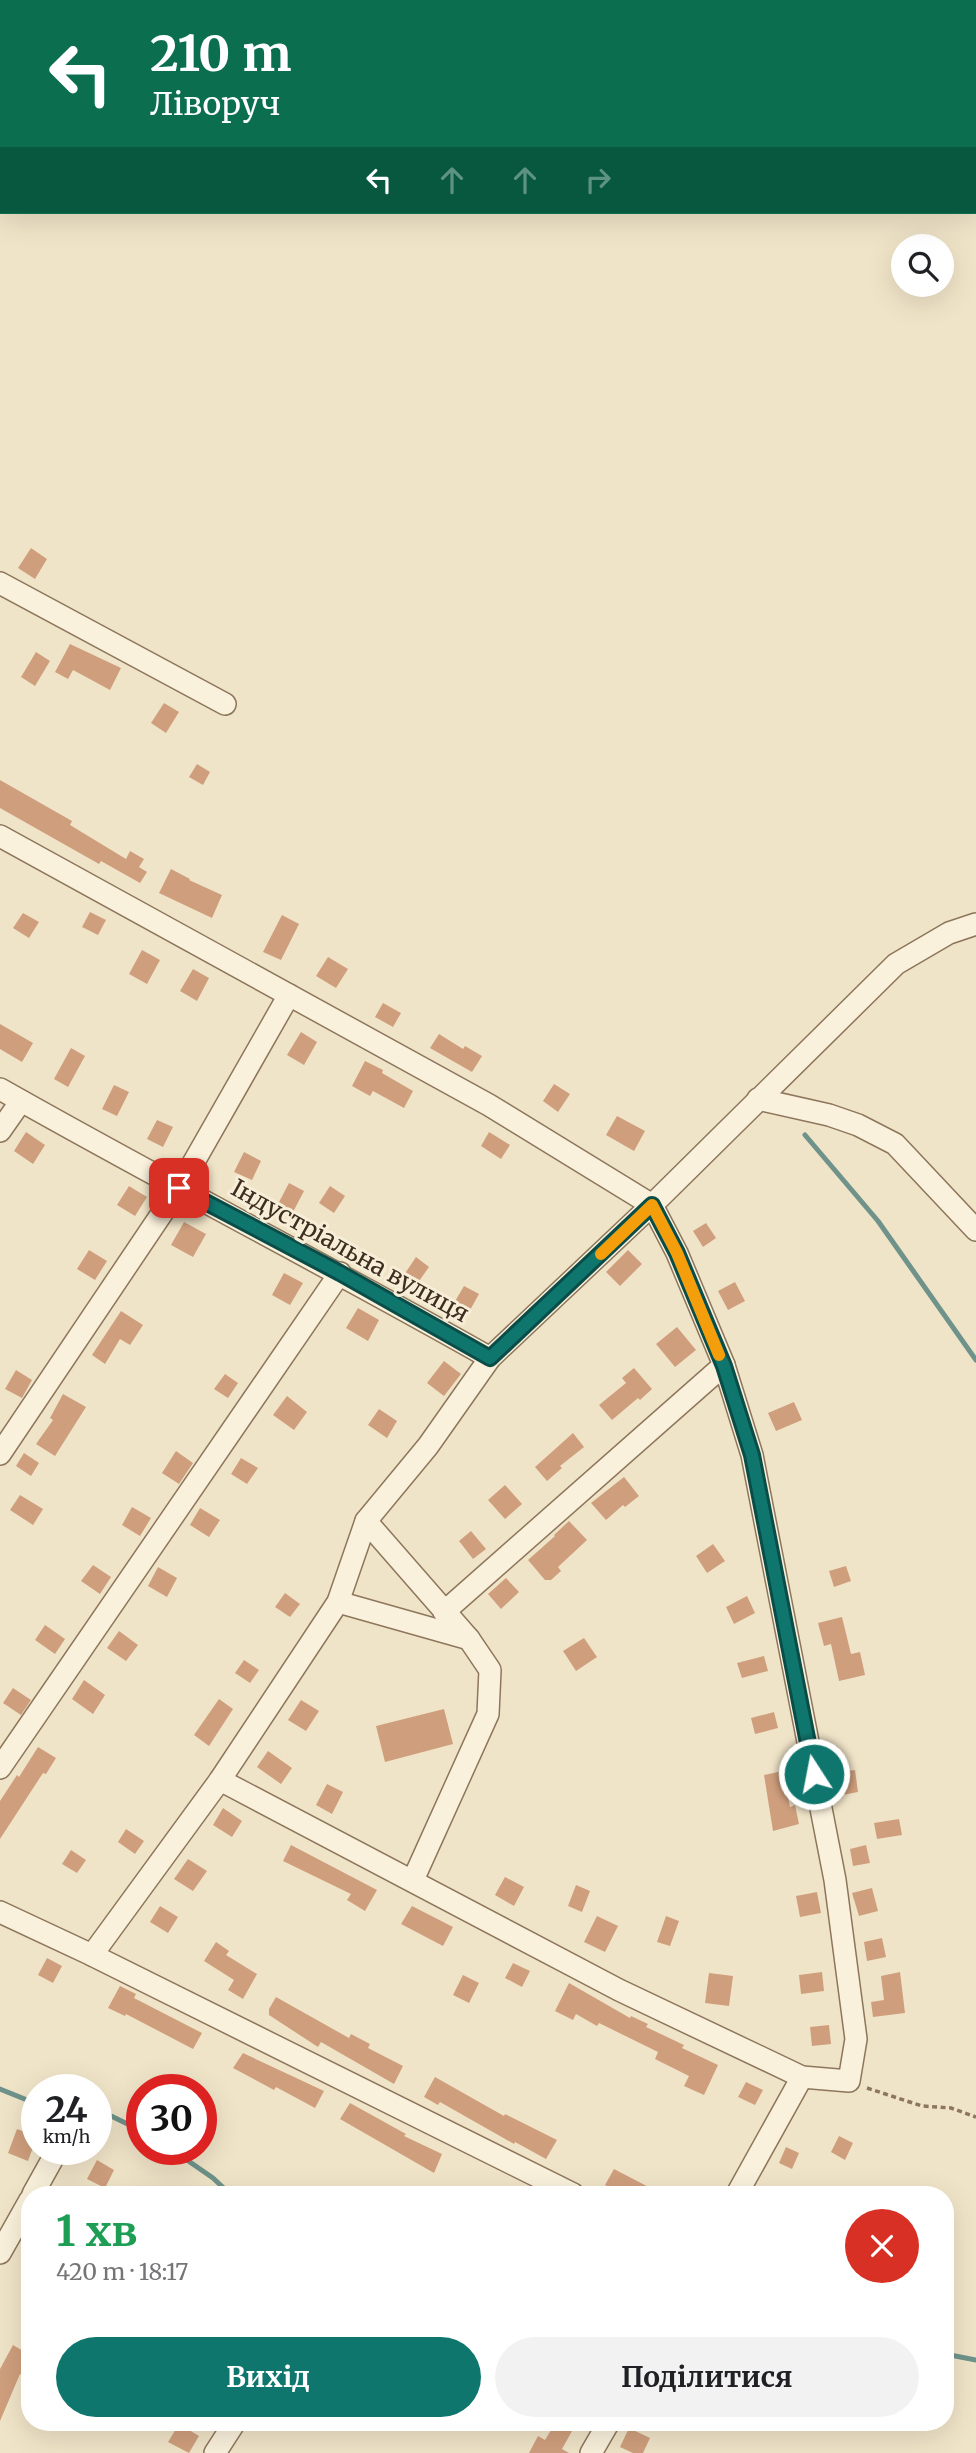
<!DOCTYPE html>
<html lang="uk">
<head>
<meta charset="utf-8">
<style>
	body { margin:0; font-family:Merriweather,serif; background:#f2f2f2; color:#202124; height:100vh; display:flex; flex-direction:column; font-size:26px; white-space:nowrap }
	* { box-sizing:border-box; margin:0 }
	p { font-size:23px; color:#757577 }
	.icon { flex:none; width:38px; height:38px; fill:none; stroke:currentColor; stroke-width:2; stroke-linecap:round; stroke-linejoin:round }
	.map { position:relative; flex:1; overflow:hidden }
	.details { position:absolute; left:21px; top:2186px; width:933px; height:245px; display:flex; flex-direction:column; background:#fff; border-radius:28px; box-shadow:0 7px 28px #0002 }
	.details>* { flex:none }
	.top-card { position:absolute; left:0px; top:0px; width:976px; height:214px; box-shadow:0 7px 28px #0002; background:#0b6e4f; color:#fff; overflow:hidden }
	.controls { position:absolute; left:891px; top:234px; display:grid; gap:14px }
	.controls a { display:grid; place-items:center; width:63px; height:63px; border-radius:50%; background:#fff; box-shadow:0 7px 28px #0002; font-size:35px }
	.speed { position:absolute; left:21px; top:2074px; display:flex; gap:14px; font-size:35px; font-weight:700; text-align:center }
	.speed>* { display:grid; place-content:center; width:91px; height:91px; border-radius:50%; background:#fff; box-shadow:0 7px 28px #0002; line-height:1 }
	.speed small { font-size:18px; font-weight:400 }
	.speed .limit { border:10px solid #d22; background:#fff; color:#111 }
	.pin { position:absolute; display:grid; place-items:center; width:60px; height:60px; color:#fff; margin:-30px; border-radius:14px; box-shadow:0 4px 10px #0006 }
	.me { position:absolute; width:77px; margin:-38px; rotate:349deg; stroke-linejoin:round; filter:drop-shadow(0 0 5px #0008) }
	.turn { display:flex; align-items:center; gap:24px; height:147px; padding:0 35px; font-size:32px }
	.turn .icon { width:91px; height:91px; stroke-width:2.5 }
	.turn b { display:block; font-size:49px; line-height:60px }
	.lanes { display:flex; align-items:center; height:66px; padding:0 35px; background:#0003; justify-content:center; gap:35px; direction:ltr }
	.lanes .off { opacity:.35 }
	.round { display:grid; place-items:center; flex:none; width:74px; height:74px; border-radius:37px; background:#f2f2f2 }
	.summary { display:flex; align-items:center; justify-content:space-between; height:119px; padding:0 35px }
	h1 { font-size:42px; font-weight:700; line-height:52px; color:#1e9e55 }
	.cta { display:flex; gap:14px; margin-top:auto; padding:14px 35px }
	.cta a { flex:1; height:80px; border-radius:42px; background:#0f766e; color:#fff; font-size:28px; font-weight:700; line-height:80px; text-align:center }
	.cta a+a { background:#f2f2f2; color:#202124 }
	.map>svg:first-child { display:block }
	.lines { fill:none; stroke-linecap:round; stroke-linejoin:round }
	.stream { stroke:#6f938a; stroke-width:5 }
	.building { fill:#cf9f7d }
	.minor-casing { stroke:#8d765c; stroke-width:24 }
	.path { stroke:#8d765c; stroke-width:3.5; stroke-dasharray:5 3.5; stroke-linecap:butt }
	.minor { stroke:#faf1dc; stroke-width:21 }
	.route-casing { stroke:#0a4d48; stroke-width:18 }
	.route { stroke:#0f766e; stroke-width:12 }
	.slow { stroke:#f59e0b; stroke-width:12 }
	.labels { text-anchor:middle; stroke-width:6; stroke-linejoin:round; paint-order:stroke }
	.street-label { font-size:24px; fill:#3d2e20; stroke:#f7eed8 }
</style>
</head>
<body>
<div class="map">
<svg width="976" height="2453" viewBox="0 0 976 2453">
	<rect width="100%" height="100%" fill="#f0e4c8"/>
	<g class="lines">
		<!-- stream -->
		<g class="stream">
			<path d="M805,1135L878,1221L976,1360"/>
			<path d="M0,2089L37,2104"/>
			<path d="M96,2114H107L142,2131"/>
			<path d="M171,2149L213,2178L230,2194"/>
			<path d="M945,2354L976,2360"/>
		</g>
	</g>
	<!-- building -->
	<g class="building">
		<path d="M31,548L47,559L35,579L18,568Z"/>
		<path d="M70,644L121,668L110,690L73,670L68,679L55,672Z"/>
		<path d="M36,652L50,661L35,686L21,677Z"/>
		<path d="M164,703L179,712L166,733L151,723Z"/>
		<path d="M197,764L210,772L203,785L189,777Z"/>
		<path d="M0,780L72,821L70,825L126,859L130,851L144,859L139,867L147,872L140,883L101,861L99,864L0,808Z"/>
		<path d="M171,869L190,879L189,880L222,895L212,918L159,893Z"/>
		<path d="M90,912L106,920L98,935L82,927Z"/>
		<path d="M23,913L39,922L29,938L13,928Z"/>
		<path d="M282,915L299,924L281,960L263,952Z"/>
		<path d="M142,950L160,960L147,984L129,974Z"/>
		<path d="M328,957L348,969L336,988L316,976Z"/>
		<path d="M193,969L209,978L197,1001L180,991Z"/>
		<path d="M383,1003L401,1013L393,1027L375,1017Z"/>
		<path d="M0,1024L33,1043L22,1062L0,1049Z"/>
		<path d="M301,1032L317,1042L304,1065L287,1055Z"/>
		<path d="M439,1034L463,1049L465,1046L482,1056L472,1072L430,1048Z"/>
		<path d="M71,1048L85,1056L68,1087L54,1079Z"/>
		<path d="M365,1061L383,1070L382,1073L413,1091L404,1108L373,1091L370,1096L352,1086Z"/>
		<path d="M554,1084L570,1094L558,1112L543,1101Z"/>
		<path d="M114,1085L129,1092L117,1116L102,1109Z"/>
		<path d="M617,1116L645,1131L634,1151L606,1135Z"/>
		<path d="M157,1120L173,1127L163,1147L147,1139Z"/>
		<path d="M26,1132L45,1145L33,1164L14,1151Z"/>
		<path d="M489,1132L510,1145L501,1159L481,1146Z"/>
		<path d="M244,1152L261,1161L252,1180L234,1172Z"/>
		<path d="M289,1183L304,1191L293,1212L278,1204Z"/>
		<path d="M129,1186L147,1197L135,1216L117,1205Z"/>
		<path d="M330,1186L345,1196L334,1213L319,1203Z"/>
		<path d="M184,1222L206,1234L193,1257L171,1245Z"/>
		<path d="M706,1223L716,1238L703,1247L693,1231Z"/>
		<path d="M89,1250L107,1261L95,1280L77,1269Z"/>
		<path d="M628,1250L642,1264L620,1286L606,1272Z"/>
		<path d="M416,1257L429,1267L417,1284L404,1275Z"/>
		<path d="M284,1273L303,1283L290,1305L272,1295Z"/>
		<path d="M735,1282L745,1301L728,1310L718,1291Z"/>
		<path d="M464,1286L479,1294L469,1312L454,1303Z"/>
		<path d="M358,1308L379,1320L368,1341L346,1328Z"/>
		<path d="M121,1311L143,1325L130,1345L120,1339L105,1364L92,1355Z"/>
		<path d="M677,1327L696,1350L675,1367L656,1344Z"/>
		<path d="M444,1361L461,1374L444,1396L427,1383Z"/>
		<path d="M634,1368L652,1389L640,1400L638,1398L612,1420L599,1405L626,1383L622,1378Z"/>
		<path d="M16,1370L32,1380L22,1398L5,1389Z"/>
		<path d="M225,1374L238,1383L228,1398L214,1389Z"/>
		<path d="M63,1394L86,1407L55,1456L36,1444L53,1420L50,1418Z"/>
		<path d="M287,1396L307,1412L294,1430L273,1415Z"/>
		<path d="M794,1402L802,1420L776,1431L768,1413Z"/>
		<path d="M379,1409L397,1421L387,1438L368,1425Z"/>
		<path d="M573,1433L584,1447L560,1466L562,1468L547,1481L535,1467Z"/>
		<path d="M176,1451L193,1463L179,1484L162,1473Z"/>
		<path d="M24,1453L39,1463L31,1476L16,1466Z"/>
		<path d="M241,1458L258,1468L247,1484L231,1474Z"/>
		<path d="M624,1477L639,1496L625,1507L623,1505L606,1520L591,1503Z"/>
		<path d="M505,1485L522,1504L505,1519L488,1500Z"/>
		<path d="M20,1495L43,1509L33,1525L10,1510Z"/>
		<path d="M132,1507L151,1518L140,1536L122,1525Z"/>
		<path d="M200,1508L220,1520L209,1537L190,1525Z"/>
		<path d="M569,1521L587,1540L558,1567L561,1571L551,1580H545L528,1560L555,1536L554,1535Z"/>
		<path d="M471,1531L486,1549L473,1559L459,1541Z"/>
		<path d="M713,1544L725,1561L707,1573L696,1556Z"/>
		<path d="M93,1565L111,1577L100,1594L81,1581Z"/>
		<path d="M846,1566L851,1581L834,1587L829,1571Z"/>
		<path d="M158,1567L177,1578L167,1597L148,1586Z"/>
		<path d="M506,1578L519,1592L501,1609L488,1594Z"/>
		<path d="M285,1593L300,1604L290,1617L275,1607Z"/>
		<path d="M747,1596L755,1613L734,1624L726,1607Z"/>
		<path d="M842,1617L851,1654L860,1652L865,1675L839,1681L831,1644L824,1646L818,1623Z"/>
		<path d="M45,1625L65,1639L55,1654L35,1640Z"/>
		<path d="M119,1631L138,1645L126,1661L107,1648Z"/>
		<path d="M584,1638L597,1657L576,1671L563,1651Z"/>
		<path d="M764,1656L768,1671L742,1678L737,1663Z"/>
		<path d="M244,1660L259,1670L250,1683L235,1673Z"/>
		<path d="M84,1680L105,1695L93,1714L72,1699Z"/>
		<path d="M13,1688L31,1700L21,1715L3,1703Z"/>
		<path d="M219,1699L233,1709L209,1746L194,1735Z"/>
		<path d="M301,1700L319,1711L306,1731L288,1720Z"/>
		<path d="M444,1709L453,1744L385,1762L376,1726Z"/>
		<path d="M774,1712L778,1728L755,1734L751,1718Z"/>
		<path d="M38,1747L56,1758L46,1774L43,1773L0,1839V1801L17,1775L19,1777Z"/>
		<path d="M268,1751L292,1768L281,1784L257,1767Z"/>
		<path d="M855,1770L858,1792L837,1796L834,1773Z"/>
		<path d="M783,1771L790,1807L795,1805L799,1824L773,1831L764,1775Z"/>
		<path d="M327,1784L343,1792L332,1814L316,1805Z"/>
		<path d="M223,1808L242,1821L232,1837L213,1825Z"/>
		<path d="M899,1819L902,1835L877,1839L874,1823Z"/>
		<path d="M126,1829L144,1841L135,1854L118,1842Z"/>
		<path d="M291,1845L377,1890L365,1911L347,1900L351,1894L283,1861Z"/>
		<path d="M866,1845L870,1863L853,1866L850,1849Z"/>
		<path d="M71,1850L86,1860L77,1873L62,1864Z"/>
		<path d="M188,1859L207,1871L193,1891L174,1879Z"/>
		<path d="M505,1877L524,1887L514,1906L495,1895Z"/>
		<path d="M576,1885L590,1891L582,1912L568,1906Z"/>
		<path d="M872,1888L878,1911L859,1916L852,1893Z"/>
		<path d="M817,1892L821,1913L800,1917L796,1896Z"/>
		<path d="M160,1906L178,1917L168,1933L150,1922Z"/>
		<path d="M412,1906L453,1927L443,1946L401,1924Z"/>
		<path d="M597,1916L618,1926L605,1952L584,1942Z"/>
		<path d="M666,1916L679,1921L670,1946L657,1942Z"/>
		<path d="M882,1938L886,1957L867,1961L864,1942Z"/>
		<path d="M216,1942L229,1951L226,1955L257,1974L243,1999L228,1990L234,1980L204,1961Z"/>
		<path d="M47,1958L62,1966L53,1983L38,1975Z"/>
		<path d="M513,1963L530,1971L522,1987L505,1978Z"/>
		<path d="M822,1972L824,1991L801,1994L799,1975Z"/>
		<path d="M900,1972L905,2013L873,2017L871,2002L884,2000L881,1976Z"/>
		<path d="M709,1973L733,1976L729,2006L705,2003Z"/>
		<path d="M463,1975L479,1983L469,2003L453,1995Z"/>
		<path d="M569,1983L630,2018L631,2016L648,2024L646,2027L684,2045L682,2048L718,2065L704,2095L684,2086L689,2076L655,2059L658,2052L599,2023L597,2026L576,2014L573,2020L555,2011Z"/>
		<path d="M120,1986L136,1994L134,1998L202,2033L193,2049L126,2014L125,2016L108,2008Z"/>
		<path d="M276,1997L349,2038L351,2034L370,2044L368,2048L403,2066L394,2084L321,2042L318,2047L269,2015V2009Z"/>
		<path d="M829,2025L831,2044L812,2046L810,2027Z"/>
		<path d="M243,2053L324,2091L315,2108L276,2087L274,2090L233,2068Z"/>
		<path d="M435,2077L504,2116L505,2114L557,2140L546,2159L515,2142L514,2144L440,2102L438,2105L424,2097Z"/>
		<path d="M746,2082L763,2090L755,2105L738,2097Z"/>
		<path d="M350,2103L406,2134L404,2136L442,2154L434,2173L340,2119Z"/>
		<path d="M17,2129L37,2136L28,2161L8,2153Z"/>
		<path d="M839,2136L853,2143L845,2160L831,2152Z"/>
		<path d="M786,2147L799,2153L792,2169L779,2163Z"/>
		<path d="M97,2160L114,2170L105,2188L87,2179Z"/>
		<path d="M614,2169L662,2194H623L605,2185Z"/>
		<path d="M13,2345L30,2355V2363L23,2375L20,2374L0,2421V2369Z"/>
		<path d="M556,2422H577L562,2449L569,2453H529L538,2436L545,2440Z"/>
		<path d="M179,2424L199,2436L189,2453L168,2442Z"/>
		<path d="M629,2428L650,2438L643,2453H633L620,2447Z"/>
	</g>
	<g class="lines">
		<defs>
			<g id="minor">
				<path d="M0,583L225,704"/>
				<path d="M0,836L489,1105L652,1205L677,1253L724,1365L752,1455L835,1880L856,2039L849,2081L802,2077L619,1990L220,1780"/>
				<path d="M0,1089C162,1181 328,1266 490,1358"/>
				<path d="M758,1099L829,1115L858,1125L895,1144L976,1230"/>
				<path d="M0,1131L21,1101"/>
				<path d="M0,1454L179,1188L289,995"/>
				<path d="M366,1521L469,1639L490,1670L488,1714L413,1880"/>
				<path d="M338,1602L469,1639"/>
				<path d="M444,1612L724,1365"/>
				<path d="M0,1768L340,1273"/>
				<path d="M0,1912L92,1955L573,2194"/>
				<path d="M92,1955L220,1780L338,1602L366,1521L428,1446L490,1358L652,1205L896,964L949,933L976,924"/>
				<path d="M33,2194L58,2149"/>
				<path d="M737,2194L802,2077"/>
				<path d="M0,2253L30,2200"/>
				<path d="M215,2453L235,2422"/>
				<path d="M591,2453L609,2422"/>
			</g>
		</defs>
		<!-- minor casing -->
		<use href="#minor" class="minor-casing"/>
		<!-- path -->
		<path class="path" d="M867,2088L922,2106L951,2108L976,2117"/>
		<!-- minor -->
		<use href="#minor" class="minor"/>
	</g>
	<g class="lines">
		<defs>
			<path id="route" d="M179,1188L340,1273L490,1358L652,1205L677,1253L724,1366L752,1455L814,1774"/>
		</defs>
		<!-- route casing -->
		<use href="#route" class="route-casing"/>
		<!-- route -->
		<use href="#route" class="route"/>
		<!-- slow -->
		<path class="slow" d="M601,1254L652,1205L677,1253L719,1355"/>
	</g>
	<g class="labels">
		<!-- street labels -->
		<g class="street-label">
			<text transform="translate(350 1251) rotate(29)" y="8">Індустріальна вулиця</text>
		</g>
	</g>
</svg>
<div class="controls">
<a><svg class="icon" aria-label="search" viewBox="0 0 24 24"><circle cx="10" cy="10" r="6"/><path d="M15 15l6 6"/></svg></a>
</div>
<div class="speed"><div>24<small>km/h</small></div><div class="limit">30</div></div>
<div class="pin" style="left:179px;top:1188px;background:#d93025"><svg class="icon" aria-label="arrive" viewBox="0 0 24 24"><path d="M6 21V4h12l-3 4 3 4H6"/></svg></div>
<svg class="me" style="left:814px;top:1774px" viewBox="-20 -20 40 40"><circle r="17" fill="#0f766e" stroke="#fff" stroke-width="3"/><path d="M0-11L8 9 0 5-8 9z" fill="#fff"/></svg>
<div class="top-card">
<div class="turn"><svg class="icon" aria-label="left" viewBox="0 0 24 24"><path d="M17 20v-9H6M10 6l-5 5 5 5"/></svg><div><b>210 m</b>Ліворуч</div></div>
<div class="lanes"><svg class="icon" aria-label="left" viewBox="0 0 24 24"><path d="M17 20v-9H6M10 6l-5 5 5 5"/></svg><svg class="icon off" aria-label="ahead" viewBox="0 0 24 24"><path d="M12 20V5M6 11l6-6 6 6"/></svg><svg class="icon off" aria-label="ahead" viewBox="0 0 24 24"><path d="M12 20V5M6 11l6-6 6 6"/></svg><svg class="icon off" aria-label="right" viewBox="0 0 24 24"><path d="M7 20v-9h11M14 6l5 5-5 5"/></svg></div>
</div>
<section class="details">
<div class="summary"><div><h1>1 хв</h1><p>420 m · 18:17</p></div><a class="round" style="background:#d93025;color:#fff"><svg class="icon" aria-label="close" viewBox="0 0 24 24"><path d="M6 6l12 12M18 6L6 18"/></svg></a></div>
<div class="cta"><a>Вихід</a><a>Поділитися</a></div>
</section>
</div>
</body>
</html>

#####

*What is required*
What lines of the data include the word "hidden"? Copy each of them.

*Exercise response*
	.map { position:relative; flex:1; overflow:hidden }
	.top-card { position:absolute; left:0px; top:0px; width:976px; height:214px; box-shadow:0 7px 28px #0002; background:#0b6e4f; color:#fff; overflow:hidden }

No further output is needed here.